Jeffrey Devloo
Jeffrey Devloo

Reputation: 1426

Dependency Injection - what went wrong

I've just started out on an app using AngularJS

When I was defining my controller, I've noticed something odd and I can't seem to answer it myself.

My controller:

    (function () {
    "use strict";
    angular
            .module("app")
            .controller("LaunchController", LaunchController);
    LaunchController.$inject =["User"];
    function LaunchController() {
        var vm = this; //this = controllerobject -- vm(=ViewModel)
        vm.name = "launchtestname";
        vm.user= new User("a","b","c","d","e");
    }
    ;
})()

and my service that I'm calling:

(function () {
    "use strict";
    angular
            .module("app")
            .factory("User", User);
    function User() {
        /**
         * Constructor, with class name
         */
        var User =function (firstName, lastName, role, organisation) {
            // Public properties, assigned to the instance ('this')
            this.firstName = firstName;
            this.lastName = lastName;
            this.role = role;
            this.organisation = organisation;
        }

        /**
         * Public method, assigned to prototype
         */
        User.prototype.getFullName = function () {
            return this.firstName + ' ' + this.lastName;
        };

        /**
         * Private property
         */
        var possibleRoles = ['admin', 'editor', 'guest'];

        /**
         * Private function
         */
        function checkRole(role) {
            return possibleRoles.indexOf(role) !== -1;
        }

        /**
         * Static property
         * Using copy to prevent modifications to private property
         */
        User.possibleRoles = angular.copy(possibleRoles);

        /**
         * Static method, assigned to class
         * Instance ('this') is not available in static context
         */
        User.build = function (data) {
            if (!checkRole(data.role)) {
                return;
            }
            return new User(
                    data.first_name,
                    data.last_name,
                    data.role,
                    Organisation.build(data.organisation) // another model
                    );
        };

        /**
         * Return the constructor function
         */
        console.log(User);
        return User;
        };
})();

Now the issue that I'm having when I call the user constructor in my launch controller is that I get the error that User is not defined.
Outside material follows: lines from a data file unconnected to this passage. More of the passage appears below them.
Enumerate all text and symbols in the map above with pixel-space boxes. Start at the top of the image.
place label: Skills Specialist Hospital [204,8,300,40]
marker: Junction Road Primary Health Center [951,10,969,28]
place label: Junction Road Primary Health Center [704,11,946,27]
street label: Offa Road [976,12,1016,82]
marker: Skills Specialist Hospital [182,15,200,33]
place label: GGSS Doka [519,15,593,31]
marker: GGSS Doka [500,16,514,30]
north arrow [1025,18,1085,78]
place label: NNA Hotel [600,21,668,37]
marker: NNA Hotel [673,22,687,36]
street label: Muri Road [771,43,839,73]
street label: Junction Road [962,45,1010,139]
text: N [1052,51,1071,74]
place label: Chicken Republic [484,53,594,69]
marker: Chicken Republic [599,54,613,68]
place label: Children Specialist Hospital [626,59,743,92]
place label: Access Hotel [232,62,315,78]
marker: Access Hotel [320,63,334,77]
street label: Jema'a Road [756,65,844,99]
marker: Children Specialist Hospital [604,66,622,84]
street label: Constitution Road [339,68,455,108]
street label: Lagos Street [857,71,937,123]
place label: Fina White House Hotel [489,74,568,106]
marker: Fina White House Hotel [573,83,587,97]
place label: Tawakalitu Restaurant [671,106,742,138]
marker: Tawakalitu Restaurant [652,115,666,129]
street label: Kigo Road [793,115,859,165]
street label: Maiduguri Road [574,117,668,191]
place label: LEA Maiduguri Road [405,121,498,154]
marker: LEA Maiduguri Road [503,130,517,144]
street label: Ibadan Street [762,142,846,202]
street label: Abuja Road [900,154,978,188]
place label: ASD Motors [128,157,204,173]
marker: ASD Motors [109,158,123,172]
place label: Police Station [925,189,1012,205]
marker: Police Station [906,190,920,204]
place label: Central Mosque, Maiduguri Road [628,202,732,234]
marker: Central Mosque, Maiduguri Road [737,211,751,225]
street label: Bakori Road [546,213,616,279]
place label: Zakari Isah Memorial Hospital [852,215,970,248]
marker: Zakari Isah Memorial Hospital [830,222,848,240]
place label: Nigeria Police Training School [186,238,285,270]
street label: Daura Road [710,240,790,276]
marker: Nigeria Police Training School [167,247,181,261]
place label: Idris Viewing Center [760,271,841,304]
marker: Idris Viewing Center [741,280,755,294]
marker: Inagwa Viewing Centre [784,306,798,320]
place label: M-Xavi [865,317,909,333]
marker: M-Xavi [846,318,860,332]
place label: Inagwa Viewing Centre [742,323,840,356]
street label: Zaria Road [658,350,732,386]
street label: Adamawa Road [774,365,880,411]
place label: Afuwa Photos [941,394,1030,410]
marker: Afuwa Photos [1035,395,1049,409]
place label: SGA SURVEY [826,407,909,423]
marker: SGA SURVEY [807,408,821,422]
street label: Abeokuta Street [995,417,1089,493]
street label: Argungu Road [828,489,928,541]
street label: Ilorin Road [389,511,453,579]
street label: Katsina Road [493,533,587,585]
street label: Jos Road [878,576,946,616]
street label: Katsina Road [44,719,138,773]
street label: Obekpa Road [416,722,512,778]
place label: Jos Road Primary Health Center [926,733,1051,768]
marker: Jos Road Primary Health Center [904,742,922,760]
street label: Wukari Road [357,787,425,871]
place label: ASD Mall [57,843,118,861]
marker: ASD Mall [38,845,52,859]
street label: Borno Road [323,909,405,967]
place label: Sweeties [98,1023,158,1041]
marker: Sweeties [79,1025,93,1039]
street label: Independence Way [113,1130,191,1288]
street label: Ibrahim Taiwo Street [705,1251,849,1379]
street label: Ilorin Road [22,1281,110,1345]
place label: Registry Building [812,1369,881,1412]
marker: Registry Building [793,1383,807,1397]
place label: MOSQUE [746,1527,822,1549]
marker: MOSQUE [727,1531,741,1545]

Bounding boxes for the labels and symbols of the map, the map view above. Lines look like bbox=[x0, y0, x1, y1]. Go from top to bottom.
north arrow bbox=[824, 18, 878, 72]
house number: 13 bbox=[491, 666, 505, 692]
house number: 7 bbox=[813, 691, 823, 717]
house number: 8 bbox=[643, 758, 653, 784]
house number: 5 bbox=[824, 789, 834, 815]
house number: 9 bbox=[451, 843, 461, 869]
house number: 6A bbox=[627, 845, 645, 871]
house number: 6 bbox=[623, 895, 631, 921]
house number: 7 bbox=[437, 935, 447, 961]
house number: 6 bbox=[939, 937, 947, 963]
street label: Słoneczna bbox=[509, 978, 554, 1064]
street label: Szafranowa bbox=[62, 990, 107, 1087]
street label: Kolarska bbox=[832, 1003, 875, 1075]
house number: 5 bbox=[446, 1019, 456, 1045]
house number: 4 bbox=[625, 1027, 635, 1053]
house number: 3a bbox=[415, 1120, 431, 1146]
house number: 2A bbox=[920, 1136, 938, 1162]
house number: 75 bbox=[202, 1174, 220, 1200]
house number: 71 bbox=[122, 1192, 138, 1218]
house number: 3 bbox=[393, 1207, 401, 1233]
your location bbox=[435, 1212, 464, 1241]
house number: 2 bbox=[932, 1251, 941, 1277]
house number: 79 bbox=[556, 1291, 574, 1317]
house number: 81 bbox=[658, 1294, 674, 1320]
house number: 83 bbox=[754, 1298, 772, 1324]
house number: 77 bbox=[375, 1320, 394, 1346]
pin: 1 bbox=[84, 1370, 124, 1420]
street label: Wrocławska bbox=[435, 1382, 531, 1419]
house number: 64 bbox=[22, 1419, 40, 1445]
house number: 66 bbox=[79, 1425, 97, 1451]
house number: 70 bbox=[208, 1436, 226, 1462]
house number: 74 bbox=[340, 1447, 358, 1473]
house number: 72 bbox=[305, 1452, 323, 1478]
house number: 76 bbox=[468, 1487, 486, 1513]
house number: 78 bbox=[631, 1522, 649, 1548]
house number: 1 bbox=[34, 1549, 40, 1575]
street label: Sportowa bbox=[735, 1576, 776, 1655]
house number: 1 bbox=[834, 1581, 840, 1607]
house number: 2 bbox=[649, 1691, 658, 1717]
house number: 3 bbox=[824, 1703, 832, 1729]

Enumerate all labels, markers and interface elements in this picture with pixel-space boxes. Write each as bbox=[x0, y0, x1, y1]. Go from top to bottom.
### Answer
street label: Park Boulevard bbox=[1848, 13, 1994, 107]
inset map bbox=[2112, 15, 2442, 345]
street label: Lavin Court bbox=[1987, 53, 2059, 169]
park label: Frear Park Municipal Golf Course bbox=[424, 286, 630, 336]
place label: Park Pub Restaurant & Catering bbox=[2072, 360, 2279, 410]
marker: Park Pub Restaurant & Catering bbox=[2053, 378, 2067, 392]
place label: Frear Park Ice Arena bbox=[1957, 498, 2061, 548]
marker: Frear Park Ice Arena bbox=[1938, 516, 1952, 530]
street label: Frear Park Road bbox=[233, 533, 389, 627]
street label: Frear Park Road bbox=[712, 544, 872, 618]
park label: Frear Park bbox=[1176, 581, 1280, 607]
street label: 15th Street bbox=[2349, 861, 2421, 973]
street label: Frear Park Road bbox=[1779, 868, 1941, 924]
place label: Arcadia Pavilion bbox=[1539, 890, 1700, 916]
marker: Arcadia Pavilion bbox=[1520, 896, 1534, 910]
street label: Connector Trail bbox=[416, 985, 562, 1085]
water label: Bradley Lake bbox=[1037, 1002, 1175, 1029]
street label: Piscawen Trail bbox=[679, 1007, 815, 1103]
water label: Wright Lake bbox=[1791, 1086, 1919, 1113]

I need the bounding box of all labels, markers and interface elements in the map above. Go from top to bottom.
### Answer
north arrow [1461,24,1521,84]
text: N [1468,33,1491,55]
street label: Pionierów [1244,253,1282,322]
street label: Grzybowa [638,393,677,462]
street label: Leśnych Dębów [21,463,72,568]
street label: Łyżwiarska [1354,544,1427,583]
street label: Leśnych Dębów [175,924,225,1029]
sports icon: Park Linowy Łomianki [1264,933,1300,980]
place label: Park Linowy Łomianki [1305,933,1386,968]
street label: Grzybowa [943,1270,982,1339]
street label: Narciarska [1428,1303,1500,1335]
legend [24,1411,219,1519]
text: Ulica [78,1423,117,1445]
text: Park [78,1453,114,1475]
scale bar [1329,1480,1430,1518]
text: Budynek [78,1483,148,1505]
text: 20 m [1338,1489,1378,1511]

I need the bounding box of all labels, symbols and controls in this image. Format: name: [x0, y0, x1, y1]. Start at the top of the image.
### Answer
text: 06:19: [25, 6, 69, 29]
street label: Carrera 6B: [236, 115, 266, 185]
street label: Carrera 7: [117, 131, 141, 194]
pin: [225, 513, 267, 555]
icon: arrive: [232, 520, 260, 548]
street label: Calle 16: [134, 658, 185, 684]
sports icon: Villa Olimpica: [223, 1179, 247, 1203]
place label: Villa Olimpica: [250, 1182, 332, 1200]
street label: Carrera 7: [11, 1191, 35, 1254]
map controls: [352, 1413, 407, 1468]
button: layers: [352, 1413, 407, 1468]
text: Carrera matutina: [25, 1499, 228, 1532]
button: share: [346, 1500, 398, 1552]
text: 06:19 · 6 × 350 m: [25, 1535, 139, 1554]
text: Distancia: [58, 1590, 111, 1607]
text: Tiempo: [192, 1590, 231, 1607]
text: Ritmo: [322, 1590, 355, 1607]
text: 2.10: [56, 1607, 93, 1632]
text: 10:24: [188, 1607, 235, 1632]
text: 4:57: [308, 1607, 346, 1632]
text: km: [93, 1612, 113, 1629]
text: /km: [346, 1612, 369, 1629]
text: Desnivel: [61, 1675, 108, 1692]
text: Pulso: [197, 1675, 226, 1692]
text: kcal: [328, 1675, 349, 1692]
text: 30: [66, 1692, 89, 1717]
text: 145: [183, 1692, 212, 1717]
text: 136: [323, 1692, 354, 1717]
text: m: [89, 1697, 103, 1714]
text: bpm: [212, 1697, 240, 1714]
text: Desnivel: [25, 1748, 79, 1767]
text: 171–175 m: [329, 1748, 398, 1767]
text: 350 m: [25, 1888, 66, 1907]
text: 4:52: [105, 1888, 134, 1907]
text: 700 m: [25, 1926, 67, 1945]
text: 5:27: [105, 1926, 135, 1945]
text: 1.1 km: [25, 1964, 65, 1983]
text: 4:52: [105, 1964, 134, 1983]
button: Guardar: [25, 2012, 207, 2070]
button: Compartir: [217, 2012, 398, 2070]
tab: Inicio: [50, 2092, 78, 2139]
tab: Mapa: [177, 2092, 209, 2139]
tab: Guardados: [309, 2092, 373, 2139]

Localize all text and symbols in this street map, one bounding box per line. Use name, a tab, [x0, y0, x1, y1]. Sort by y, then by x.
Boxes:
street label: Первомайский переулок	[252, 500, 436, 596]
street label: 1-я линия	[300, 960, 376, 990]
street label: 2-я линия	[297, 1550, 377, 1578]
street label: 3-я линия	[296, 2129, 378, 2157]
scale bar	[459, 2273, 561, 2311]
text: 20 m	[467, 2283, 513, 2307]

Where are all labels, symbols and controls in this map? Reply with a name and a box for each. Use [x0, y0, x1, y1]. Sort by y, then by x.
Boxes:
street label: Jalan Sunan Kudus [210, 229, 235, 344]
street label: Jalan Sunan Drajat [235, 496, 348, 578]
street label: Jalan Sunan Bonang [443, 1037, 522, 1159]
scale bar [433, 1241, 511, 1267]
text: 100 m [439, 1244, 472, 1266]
However if I inject my User service into the controller like so:

function LaunchController(User) {

Without the $inject - the issue doesn't happen.

I want to know what the difference is between both calls as I'd like to use gulp to minify my code and not lose the reference to User (there I use literals in $inject)

Upvotes: 1

Views: 57

Answers (1)

sheilak
sheilak

Reputation: 5873

This is correct:

function LaunchController(User) {

You won't lose the reference on minifying, as you are explicitly injecting 'User' as a string using $inject. But you still need to have a parameter in your controller function declaration to receive the injected service.

See Angular tutorial on dependency injection particularly 'A Note on Minification' for an example.